#### Assignment:
Scan the data below for lines holding the word "lane", and copy each line found.

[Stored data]

BEGIN

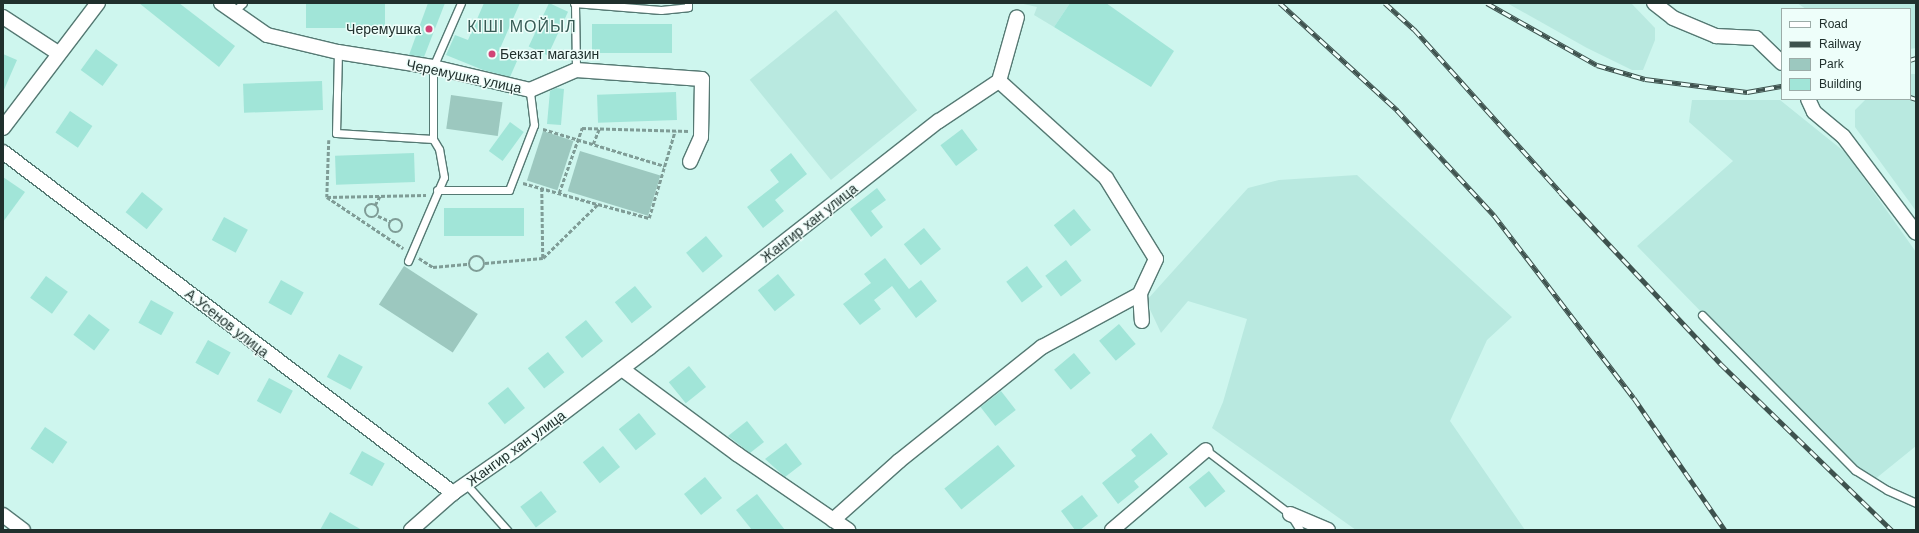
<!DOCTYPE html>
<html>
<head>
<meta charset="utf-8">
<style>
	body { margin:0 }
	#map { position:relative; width:1919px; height:533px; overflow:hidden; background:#cef6ee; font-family:Arial,sans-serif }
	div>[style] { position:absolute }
	.built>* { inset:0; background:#b9e9e0; transform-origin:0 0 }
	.green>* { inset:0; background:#9cc8bf; transform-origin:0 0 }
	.building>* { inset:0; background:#a1e5d8; transform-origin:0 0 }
	.path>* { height:2.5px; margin-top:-1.25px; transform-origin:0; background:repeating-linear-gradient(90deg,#7f9c96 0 4px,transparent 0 6px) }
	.path>.ring { margin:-1.25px; padding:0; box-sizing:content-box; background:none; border:2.5px solid #7f9c96; border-radius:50% }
	.roads { filter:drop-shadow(1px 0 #557973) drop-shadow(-1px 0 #557973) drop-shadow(0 1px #557973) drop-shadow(0 -1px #557973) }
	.lane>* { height:7px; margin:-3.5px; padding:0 3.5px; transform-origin:3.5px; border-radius:3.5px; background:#fff }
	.street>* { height:14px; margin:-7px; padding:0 7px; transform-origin:7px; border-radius:7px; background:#fff }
	.rail>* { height:4.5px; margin-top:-2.25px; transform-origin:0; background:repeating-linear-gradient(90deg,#eefefa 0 9px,#3e524e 0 18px); box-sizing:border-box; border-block:1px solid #3e524e }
	.dots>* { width:11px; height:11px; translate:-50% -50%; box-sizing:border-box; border:2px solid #eefefa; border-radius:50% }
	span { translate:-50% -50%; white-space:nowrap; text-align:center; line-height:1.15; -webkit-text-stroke:3px #eefefa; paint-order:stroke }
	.poi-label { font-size:14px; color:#20302d }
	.right { translate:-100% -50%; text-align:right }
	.left { translate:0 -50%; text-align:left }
	.street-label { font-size:14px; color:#20302d }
	.quarter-label { font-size:16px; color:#375b55; letter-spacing:1px }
	.frame { position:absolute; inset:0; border:4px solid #20302d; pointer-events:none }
	.legend { position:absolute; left:1781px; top:8px; width:130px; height:92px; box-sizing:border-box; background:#eefefa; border:1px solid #9caca8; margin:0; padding:5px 7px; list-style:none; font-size:12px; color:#20302d }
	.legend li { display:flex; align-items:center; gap:8px; height:20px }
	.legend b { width:20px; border:1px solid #9caca8 }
</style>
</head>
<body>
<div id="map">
	<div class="built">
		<i style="clip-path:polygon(1019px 3px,1070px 3px,1054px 27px,1034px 15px,1037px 7px)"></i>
		<i style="clip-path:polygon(1507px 3px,1631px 3px,1655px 28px,1655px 40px,1643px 70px,1632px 70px,1587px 48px)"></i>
		<i style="clip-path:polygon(1797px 3px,1916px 3px,1916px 48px,1910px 49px,1910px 9px,1806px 9px)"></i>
		<i style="left:836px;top:10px;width:129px;height:111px;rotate:51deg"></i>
		<i style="clip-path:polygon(1910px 74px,1916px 74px,1916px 211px,1855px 127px,1855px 110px,1866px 99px,1910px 99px)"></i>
		<i style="clip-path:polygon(1692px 100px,1780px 100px,1846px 153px,1916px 252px,1916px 446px,1869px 484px,1637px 246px,1733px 161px,1689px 122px)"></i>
		<i style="clip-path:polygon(1357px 175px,1512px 317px,1487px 340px,1450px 421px,1525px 530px,1356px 530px,1212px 428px,1223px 402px,1247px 319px,1188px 301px,1161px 333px,1146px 301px,1248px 188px,1279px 180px)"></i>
	</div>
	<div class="green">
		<i style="left:451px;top:95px;width:52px;height:34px;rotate:8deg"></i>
		<i style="left:543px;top:131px;width:32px;height:52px;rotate:18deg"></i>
		<i style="left:580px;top:151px;width:84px;height:42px;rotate:17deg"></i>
		<i style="left:404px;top:266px;width:88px;height:46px;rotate:33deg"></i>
	</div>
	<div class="building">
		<i style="clip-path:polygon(139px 3px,179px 3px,235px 46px,219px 67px)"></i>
		<i style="left:306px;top:3px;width:79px;height:25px"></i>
		<i style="clip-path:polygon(428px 3px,445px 3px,424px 57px,409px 55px)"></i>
		<i style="clip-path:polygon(484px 3px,520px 3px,498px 53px,517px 61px,510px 77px,483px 70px,446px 55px,455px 35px,468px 40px)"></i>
		<i style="left:549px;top:3px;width:21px;height:48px;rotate:25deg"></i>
		<i style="clip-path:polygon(1070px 3px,1106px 3px,1174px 51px,1151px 87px,1054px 27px)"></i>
		<i style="left:672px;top:24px;width:29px;height:80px;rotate:90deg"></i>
		<i style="left:96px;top:49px;width:27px;height:26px;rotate:36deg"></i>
		<i style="clip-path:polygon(3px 54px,17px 60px,3px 92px)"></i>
		<i style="left:322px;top:81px;width:29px;height:79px;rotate:88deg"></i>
		<i style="clip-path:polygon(556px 88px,564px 89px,561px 125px,547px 124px,550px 91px)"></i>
		<i style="left:676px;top:92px;width:28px;height:79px;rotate:88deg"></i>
		<i style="left:70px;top:111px;width:27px;height:26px;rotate:34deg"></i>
		<i style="left:510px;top:122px;width:17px;height:36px;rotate:36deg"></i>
		<i style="left:962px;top:129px;width:26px;height:27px;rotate:53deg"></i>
		<i style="left:414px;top:153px;width:29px;height:79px;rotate:88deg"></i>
		<i style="clip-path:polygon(791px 153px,807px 174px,775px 200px,784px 211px,763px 228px,747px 207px,779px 182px,770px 170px)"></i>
		<i style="clip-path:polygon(3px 177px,25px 192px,3px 222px)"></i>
		<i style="clip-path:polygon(877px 188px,886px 200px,871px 211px,883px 227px,871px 237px,850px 209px)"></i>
		<i style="left:142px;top:192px;width:27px;height:26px;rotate:39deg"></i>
		<i style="left:524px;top:208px;width:28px;height:80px;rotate:90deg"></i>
		<i style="left:1074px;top:209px;width:27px;height:26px;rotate:51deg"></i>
		<i style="left:224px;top:217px;width:27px;height:26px;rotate:28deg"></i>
		<i style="left:924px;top:228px;width:27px;height:26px;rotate:51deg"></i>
		<i style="left:706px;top:236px;width:26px;height:26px;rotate:50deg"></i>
		<i style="clip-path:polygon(885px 258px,909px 289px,921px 280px,937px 301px,916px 318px,892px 286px,874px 300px,881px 309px,860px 325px,843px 304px,871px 283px,864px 274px)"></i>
		<i style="left:1066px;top:260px;width:26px;height:26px;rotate:53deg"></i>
		<i style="left:1027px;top:266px;width:26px;height:26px;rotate:53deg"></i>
		<i style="left:778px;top:274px;width:27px;height:26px;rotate:51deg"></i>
		<i style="left:46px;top:276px;width:27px;height:27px;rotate:36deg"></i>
		<i style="left:281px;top:280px;width:26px;height:26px;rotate:29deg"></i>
		<i style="left:635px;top:286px;width:27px;height:26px;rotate:51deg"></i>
		<i style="left:151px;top:300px;width:26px;height:26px;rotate:29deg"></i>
		<i style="left:89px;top:314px;width:26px;height:26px;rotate:37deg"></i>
		<i style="left:586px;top:320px;width:27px;height:27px;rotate:51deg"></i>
		<i style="left:1119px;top:324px;width:26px;height:26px;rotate:50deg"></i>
		<i style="left:208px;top:340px;width:26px;height:26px;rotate:29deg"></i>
		<i style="left:548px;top:352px;width:26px;height:26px;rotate:51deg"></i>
		<i style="left:1074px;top:353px;width:26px;height:26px;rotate:50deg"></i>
		<i style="left:339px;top:354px;width:27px;height:26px;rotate:28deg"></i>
		<i style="left:689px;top:366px;width:27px;height:26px;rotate:51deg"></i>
		<i style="left:269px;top:378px;width:27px;height:26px;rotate:28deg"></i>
		<i style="left:508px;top:387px;width:27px;height:26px;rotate:51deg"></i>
		<i style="left:1001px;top:391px;width:24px;height:26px;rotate:52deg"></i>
		<i style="left:639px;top:413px;width:27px;height:26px;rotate:51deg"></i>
		<i style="clip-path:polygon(747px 421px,764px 442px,750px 453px,728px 436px)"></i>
		<i style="left:45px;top:427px;width:27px;height:26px;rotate:34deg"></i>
		<i style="clip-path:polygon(1151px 433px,1168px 454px,1134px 481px,1139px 487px,1118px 504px,1102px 483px,1136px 456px,1131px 450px)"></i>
		<i style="clip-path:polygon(786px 443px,802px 464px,785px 477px,765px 459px)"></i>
		<i style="left:998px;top:445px;width:27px;height:69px;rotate:51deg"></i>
		<i style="left:603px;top:446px;width:27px;height:26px;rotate:51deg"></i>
		<i style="left:362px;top:451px;width:26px;height:26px;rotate:29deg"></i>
		<i style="left:1209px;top:471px;width:26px;height:26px;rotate:51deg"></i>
		<i style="left:705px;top:477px;width:27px;height:27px;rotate:51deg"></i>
		<i style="left:541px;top:491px;width:26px;height:26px;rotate:53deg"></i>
		<i style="clip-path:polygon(757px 494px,785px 530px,752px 530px,736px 510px)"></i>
		<i style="clip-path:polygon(1082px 495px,1098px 516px,1080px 530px,1075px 530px,1061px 511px)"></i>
		<i style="clip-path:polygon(330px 512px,362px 530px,320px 530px)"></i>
	</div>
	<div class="path">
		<i style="left:543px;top:129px;width:127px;rotate:16.9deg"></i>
		<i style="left:329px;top:140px;width:57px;rotate:92deg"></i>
		<i style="left:327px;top:197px;width:92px;rotate:33.9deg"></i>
		<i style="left:593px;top:144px;width:16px;rotate:-68deg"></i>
		<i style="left:523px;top:183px;width:77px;rotate:15.8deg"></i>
		<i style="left:542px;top:188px;width:70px;rotate:89.2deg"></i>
		<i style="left:559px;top:193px;width:69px;rotate:-70.5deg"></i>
		<i style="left:582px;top:128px;width:107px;rotate:1.6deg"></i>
		<i style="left:327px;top:197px;width:99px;rotate:-1.2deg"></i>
		<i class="ring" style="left:365px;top:204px;width:11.5px;height:11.5px"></i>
		<i style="left:375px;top:205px;width:10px;rotate:-61deg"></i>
		<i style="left:378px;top:216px;width:13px;rotate:23deg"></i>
		<i class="ring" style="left:389px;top:219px;width:11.5px;height:11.5px"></i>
		<i class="ring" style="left:469px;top:256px;width:13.5px;height:13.5px"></i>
		<i style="left:419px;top:258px;width:17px;rotate:33deg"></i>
		<i style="left:433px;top:267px;width:36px;rotate:-5deg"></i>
		<i style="left:485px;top:263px;width:58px;rotate:-4.9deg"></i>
		<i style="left:543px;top:258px;width:77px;rotate:-44.5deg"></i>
		<i style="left:598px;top:204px;width:53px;rotate:15.4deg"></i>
		<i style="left:649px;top:218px;width:91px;rotate:-73.4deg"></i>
	</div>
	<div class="roads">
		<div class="lane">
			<i style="left:574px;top:3px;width:87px;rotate:4.6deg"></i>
			<i style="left:661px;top:10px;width:27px;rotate:-6deg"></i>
			<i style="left:688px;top:7px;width:4px;rotate:-90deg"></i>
			<i style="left:575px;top:4px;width:66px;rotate:89.1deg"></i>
			<i style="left:233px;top:12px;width:13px;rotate:-42deg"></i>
			<i style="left:338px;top:52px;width:81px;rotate:91.4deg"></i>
			<i style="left:336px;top:133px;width:97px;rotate:3.5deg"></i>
			<i style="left:437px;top:190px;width:72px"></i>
			<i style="left:509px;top:190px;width:70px;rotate:-69deg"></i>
			<i style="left:534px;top:125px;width:35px;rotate:-97deg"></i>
			<i style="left:408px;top:261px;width:91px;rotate:-66.8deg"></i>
			<i style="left:444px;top:177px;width:28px;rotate:-100deg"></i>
			<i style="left:439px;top:149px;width:12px;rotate:-121deg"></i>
			<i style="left:433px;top:139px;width:72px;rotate:-90deg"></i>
			<i style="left:433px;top:67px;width:70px;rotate:-66.4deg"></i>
			<i style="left:1702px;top:315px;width:218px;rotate:45.4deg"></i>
			<i style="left:1855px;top:470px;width:38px;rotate:32deg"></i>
			<i style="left:1887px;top:490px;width:32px;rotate:24deg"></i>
			<i style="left:1206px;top:450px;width:106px;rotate:37.3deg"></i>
			<i style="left:1290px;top:514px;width:19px;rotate:58deg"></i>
			<i style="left:466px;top:484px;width:62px;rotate:48.3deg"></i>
		</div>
		<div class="street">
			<i style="left:221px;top:3px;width:56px;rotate:34.8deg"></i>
			<i style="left:267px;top:35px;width:73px;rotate:13.5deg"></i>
			<i style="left:338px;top:52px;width:96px;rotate:9deg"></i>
			<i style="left:433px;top:67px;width:100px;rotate:13.3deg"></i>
			<i style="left:530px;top:90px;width:50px;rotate:-23.5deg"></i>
			<i style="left:576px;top:70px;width:126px;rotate:4.1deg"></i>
			<i style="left:702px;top:79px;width:58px;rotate:91deg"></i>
			<i style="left:701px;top:137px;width:27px;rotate:114deg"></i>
			<i style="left:1654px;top:3px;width:24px;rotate:38deg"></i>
			<i style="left:1673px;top:18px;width:47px;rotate:22.7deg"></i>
			<i style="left:1716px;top:36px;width:40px;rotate:2.9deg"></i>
			<i style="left:1756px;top:38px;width:36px;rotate:44deg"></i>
			<i style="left:3px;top:17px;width:66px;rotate:33.2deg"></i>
			<i style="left:999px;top:81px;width:144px;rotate:42.2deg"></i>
			<i style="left:1106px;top:178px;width:95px;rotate:58.3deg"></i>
			<i style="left:1156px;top:259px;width:38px;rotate:115deg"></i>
			<i style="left:1140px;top:294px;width:27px;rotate:86deg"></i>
			<i style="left:1808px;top:99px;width:14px;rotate:65deg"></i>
			<i style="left:1814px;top:112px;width:38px;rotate:40deg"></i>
			<i style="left:1843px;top:136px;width:121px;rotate:53deg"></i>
			<i style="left:3px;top:128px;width:157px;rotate:-52.8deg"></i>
			<i style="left:3px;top:152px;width:565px;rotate:37.15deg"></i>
			<i style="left:622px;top:369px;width:143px;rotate:36.5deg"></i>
			<i style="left:737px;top:454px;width:135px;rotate:34.4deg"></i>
			<i style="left:1290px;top:514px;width:41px;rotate:22.8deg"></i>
			<i style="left:3px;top:515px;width:25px;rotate:37deg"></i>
			<i style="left:833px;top:520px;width:89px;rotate:-41.8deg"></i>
			<i style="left:899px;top:461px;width:183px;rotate:-38.6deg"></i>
			<i style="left:1042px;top:347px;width:111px;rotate:-28.4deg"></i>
			<i style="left:411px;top:530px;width:56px;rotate:-41.4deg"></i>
			<i style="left:453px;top:493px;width:75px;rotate:-34.7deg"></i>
			<i style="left:515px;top:450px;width:168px;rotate:-37.3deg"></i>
			<i style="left:649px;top:348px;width:368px;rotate:-38.1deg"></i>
			<i style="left:939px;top:121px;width:72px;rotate:-33.7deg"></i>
			<i style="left:999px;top:81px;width:66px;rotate:-74.3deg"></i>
			<i style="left:1112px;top:530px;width:123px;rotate:-40.4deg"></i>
		</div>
	</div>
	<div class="rail">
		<i style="left:1280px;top:3px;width:159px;rotate:42.4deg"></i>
		<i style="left:1397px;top:110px;width:143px;rotate:47.3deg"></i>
		<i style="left:1494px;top:215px;width:230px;rotate:52.6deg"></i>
		<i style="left:1634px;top:398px;width:160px;rotate:55.4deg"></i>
		<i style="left:1385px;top:3px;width:39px;rotate:42deg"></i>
		<i style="left:1414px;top:29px;width:220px;rotate:48.1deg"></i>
		<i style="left:1561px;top:193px;width:233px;rotate:46.9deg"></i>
		<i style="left:1720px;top:363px;width:240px;rotate:44.2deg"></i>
		<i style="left:1487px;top:3px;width:126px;rotate:29.4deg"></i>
		<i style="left:1597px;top:65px;width:50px;rotate:16.3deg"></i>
		<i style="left:1645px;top:79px;width:103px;rotate:7.3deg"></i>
		<i style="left:1747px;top:92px;width:36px;rotate:-10deg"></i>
		<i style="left:1910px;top:60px;width:6px;rotate:-18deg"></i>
		<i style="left:1910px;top:97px;width:6px;rotate:18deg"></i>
	</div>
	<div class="dots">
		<i style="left:429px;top:29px;background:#d14577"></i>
		<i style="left:492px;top:54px;background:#d14577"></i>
	</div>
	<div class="poi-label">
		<span class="right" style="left:421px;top:29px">Черемушка</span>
		<span class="left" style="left:500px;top:54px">Бекзат магазин</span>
	</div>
	<div class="street-label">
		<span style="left:464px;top:76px;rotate:12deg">Черемушка улица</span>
		<span style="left:809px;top:223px;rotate:-38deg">Жангир хан улица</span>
		<span style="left:227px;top:323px;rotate:38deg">А.Усенов улица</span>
		<span style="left:516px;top:448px;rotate:-36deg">Жангир хан улица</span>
	</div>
	<div class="quarter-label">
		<span style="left:522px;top:27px">КІШІ МОЙЫЛ</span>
	</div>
	<div class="frame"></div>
	<ul class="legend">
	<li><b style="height:5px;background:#fff"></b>Road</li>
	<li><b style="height:5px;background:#3e524e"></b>Railway</li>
	<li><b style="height:11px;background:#9cc8bf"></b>Park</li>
	<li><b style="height:11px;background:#a1e5d8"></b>Building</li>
	</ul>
</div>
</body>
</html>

END

#### Problem solution:
	.lane>* { height:7px; margin:-3.5px; padding:0 3.5px; transform-origin:3.5px; border-radius:3.5px; background:#fff }
		<div class="lane">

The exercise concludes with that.